The setting and historical setting caught my interest first, for the simple reason that I visited the Cameron Highlands as a child, and was old enough to remember details and picture the environment of the book from memory as well as imagination. The history of WWII in Malaysia is probably better known in NZ than the later Communist Emergency, but because of my childhood connection to the region, I know a little about both. Enough to give additional interest to the story’s historical setting, although I believe the story stands on its own in that respect.
The Garden of Evening Mists’ narrator is Teoh Yun Ling, a Malyasian woman of Straits Chinese ethnicity. The story operates in three interwoven time periods: WWII, when Yun Ling is seventeen and interned in a Japanese labour camp; six years after the war, in the early 1950s; and thirty-six years later again, when Yun Ling takes early retirement from her position as a judge on Malaysia’s Supreme Court. The bulk of the book takes place in the early 1950s, but the story moves between all three periods.
Yun Ling was the only survivor of the labour camp where she was interned. Her sister, to whom she was close, was one of the many lost. On the surface, the story is about Yun Ling’s wish to honour her sister, who loved Japanese gardens, by having a garden created in her memory. This aspiration leads her to Nakamura Aritomo, the Japanese gardener who has created the Garden of Evening Mists in the Cameron Highlands. He refuses to design a garden for Yun Ling, but instead offers to train her to design one for herself, by apprenticing in his garden.
The core of the story is about the evolving relationship between Yun Ling and Aritomo, which is shadowed by WWII and the parts each played in it, and threatened by the escalating guerilla warfare and military reprisals of the Emergency. The events of that period are also framed by the story’s present, where Yun Ling’s health and ambivalent relationship with the past and the garden intersect Aritomo’s legacy.
2019 film.
In the past and present, The Garden of Evening Mists is also a story of mysteries, discerned in part but also hidden, much like the Cameron Highlands’ clouded hills. Hand-in-hand with mystery goes memory: not only what those such as Yun Ling and Aritomo recall and know, but what they choose to reveal — leaving so much that others, even those closest to them, can only guess at.
At one level, Aritomo is the greatest enigma, to Yun Ling and his world.
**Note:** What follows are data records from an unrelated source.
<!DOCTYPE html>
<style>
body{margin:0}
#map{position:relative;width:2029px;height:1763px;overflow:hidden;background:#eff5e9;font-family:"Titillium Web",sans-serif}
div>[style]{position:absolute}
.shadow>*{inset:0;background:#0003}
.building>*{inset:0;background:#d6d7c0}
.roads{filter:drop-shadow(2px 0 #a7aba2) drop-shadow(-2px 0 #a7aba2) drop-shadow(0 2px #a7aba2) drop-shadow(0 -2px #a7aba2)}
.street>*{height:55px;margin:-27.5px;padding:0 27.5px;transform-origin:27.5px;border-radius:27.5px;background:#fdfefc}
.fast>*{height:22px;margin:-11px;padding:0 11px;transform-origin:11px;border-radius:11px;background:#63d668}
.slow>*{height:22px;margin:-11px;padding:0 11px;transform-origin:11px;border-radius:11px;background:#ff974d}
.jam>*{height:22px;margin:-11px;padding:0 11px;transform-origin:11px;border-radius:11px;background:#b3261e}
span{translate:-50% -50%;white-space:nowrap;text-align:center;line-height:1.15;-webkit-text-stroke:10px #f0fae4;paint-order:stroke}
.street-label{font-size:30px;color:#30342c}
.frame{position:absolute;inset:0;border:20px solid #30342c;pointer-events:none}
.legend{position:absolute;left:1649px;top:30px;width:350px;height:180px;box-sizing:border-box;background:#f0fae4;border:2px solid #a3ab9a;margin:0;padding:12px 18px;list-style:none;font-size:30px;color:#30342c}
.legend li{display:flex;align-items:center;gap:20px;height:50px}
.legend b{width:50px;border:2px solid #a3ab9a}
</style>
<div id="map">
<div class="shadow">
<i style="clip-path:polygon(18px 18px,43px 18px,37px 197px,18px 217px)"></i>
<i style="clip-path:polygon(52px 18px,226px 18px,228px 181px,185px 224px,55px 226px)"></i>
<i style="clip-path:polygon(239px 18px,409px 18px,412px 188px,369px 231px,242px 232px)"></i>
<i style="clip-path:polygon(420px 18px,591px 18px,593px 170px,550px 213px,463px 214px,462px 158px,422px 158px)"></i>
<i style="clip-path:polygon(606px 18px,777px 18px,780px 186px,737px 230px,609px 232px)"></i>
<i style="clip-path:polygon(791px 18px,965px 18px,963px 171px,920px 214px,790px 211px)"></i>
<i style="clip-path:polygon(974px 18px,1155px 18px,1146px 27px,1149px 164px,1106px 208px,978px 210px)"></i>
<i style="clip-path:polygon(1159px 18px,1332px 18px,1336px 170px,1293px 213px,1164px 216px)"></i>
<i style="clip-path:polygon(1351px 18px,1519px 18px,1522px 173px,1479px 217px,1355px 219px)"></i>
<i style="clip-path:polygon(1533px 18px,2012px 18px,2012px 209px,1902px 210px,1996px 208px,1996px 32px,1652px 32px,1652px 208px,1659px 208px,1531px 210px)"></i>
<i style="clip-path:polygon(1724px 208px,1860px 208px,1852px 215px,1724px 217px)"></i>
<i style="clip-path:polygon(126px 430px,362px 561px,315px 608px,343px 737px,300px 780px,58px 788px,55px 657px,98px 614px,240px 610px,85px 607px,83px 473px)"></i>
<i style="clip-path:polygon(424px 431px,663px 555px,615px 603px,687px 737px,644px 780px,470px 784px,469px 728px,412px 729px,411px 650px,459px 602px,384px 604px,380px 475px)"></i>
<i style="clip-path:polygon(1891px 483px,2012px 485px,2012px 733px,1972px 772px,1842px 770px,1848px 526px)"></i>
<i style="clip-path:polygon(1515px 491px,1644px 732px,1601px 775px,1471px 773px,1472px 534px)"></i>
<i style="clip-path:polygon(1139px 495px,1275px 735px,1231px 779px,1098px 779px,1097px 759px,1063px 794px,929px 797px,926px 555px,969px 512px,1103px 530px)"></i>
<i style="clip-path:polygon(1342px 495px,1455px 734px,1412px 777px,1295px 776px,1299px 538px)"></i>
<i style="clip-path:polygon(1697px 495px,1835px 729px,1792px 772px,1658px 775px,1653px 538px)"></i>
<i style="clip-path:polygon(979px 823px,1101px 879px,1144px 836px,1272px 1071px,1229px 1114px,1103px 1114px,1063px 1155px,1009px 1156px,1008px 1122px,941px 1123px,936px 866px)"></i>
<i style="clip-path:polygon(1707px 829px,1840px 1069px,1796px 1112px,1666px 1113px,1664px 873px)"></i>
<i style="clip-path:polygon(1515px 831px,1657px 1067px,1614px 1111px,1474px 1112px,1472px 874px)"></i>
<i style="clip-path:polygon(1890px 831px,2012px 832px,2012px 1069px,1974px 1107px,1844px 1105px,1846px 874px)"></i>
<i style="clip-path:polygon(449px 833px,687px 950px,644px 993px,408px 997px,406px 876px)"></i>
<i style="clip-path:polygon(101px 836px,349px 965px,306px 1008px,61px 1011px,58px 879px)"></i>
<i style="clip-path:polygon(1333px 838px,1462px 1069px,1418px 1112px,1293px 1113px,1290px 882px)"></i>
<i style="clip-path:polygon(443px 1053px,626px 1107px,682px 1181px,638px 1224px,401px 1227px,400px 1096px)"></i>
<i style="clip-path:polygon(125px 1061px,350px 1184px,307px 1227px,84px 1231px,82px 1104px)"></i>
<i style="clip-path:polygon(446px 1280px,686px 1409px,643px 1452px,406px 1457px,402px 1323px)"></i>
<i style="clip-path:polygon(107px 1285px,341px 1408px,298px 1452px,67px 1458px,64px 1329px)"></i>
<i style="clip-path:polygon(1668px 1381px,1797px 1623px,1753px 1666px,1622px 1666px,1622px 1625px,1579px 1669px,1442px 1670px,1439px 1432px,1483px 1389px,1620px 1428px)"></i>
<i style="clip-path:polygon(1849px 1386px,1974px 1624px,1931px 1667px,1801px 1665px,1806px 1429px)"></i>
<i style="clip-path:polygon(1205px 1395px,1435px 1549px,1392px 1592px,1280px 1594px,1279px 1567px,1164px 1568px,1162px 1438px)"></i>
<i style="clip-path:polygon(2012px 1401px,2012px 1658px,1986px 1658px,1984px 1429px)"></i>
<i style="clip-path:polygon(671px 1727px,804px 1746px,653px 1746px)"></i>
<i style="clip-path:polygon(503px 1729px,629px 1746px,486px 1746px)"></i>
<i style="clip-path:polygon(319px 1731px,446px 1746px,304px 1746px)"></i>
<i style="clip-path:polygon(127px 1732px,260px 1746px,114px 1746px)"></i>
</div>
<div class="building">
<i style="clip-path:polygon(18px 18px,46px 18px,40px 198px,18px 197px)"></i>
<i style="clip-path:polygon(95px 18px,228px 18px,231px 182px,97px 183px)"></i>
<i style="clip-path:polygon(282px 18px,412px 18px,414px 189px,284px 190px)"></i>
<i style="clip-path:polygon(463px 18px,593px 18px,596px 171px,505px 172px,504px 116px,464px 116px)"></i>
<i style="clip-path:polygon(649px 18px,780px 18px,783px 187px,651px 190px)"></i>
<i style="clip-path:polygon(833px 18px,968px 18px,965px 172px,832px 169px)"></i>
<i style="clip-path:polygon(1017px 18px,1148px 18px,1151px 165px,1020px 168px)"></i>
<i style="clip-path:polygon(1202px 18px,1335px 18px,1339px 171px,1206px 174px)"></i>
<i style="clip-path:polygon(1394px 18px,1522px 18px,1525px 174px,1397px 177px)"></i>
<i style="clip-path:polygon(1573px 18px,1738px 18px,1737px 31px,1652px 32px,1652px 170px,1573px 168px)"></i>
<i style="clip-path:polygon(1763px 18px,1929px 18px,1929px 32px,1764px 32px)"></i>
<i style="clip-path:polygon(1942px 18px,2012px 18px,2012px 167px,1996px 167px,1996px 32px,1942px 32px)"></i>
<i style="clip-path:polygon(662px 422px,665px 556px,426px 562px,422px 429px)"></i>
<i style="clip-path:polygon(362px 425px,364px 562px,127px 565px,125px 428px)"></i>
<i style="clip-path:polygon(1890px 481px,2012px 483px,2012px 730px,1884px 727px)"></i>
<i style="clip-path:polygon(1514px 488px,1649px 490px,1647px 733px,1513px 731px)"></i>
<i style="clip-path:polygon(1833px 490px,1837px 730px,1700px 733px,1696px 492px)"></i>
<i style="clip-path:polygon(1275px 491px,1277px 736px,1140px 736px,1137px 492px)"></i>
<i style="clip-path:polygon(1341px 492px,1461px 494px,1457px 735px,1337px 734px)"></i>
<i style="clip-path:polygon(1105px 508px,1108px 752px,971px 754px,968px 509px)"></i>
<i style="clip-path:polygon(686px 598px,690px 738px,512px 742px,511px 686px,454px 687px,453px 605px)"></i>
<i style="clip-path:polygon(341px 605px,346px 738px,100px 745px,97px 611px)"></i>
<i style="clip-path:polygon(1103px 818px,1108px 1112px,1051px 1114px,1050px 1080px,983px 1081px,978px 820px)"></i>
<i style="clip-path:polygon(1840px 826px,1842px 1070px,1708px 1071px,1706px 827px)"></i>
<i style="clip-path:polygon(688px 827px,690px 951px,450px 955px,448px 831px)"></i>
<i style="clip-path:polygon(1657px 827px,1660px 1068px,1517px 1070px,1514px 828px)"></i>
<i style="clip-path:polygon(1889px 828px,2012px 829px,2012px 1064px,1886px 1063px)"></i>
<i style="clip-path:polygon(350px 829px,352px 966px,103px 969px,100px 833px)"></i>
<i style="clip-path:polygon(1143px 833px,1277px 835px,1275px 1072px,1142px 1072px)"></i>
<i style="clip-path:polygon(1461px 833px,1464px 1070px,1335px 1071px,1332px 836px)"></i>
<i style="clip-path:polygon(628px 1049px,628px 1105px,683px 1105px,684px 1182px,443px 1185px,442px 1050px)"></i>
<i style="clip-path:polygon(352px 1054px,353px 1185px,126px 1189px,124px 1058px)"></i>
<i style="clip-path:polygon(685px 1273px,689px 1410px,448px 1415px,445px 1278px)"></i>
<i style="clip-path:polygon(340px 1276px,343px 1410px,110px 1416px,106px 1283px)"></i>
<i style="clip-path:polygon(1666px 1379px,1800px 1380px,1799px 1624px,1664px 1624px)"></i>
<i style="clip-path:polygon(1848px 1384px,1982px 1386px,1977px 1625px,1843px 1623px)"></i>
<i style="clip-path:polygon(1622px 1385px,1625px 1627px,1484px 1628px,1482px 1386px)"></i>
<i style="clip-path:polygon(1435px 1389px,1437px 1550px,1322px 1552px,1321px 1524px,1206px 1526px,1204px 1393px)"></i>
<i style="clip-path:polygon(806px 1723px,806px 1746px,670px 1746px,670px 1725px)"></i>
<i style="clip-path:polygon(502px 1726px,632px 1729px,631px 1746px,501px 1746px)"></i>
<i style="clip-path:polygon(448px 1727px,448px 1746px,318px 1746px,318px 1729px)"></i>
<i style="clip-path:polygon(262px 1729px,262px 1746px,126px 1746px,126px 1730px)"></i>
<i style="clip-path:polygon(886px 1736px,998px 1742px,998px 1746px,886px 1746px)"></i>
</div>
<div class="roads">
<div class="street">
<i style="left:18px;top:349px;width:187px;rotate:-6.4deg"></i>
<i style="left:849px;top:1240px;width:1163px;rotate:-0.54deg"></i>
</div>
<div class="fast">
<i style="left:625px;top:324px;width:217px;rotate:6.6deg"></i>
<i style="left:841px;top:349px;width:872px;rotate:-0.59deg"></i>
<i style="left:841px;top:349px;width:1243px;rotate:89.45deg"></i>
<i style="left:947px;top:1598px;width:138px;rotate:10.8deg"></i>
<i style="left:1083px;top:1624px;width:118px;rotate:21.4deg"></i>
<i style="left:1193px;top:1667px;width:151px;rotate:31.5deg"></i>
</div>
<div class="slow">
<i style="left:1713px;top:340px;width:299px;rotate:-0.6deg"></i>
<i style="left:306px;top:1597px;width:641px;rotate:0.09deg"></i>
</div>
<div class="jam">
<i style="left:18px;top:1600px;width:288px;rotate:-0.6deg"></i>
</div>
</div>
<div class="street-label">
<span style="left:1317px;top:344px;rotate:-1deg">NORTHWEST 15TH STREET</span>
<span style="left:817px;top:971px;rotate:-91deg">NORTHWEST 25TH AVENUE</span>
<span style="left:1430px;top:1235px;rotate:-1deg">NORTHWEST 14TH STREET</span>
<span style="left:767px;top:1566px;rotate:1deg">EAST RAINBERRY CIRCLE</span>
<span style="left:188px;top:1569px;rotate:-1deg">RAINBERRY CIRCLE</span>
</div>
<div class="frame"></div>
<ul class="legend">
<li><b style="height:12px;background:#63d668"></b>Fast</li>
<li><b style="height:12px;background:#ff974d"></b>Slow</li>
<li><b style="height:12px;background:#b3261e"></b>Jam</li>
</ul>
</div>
Yet although the reader learns a great deal about Yun Ling, in many ways she remains as unknowable as Aritomo. A reserve is always there, between the character and the reader, reflecting the repression within herself, its roots deep in wartime trauma and shaped further by the relationship with Aritomo.
In conclusion, I found The Garden of Evening Mists a profound and subtle book. The writing is also beautiful and subtle, a real pleasure to read.
So as you can no doubt tell, I am recommending it. Perhaps the most telling praise is that I am now keen to read the author’s other works, The Gift of Rain (2007) and The House of Doors (2023.)
In terms of comparable works, I believe The Garden of Evening Mists may appeal to readers who have enjoyed works such as Bel Canto by Ann Patchett, Barbara Kingsolver’s The Poisonwood Bible, The Wind-Up Bird Chronicle by Haruki Murakami, or Anna Burns’ Milkman.
I read a trade paperback edition of The Garden of Evening Mists, published by Myrmidon in 2012, 348 pages, and obtained from a library.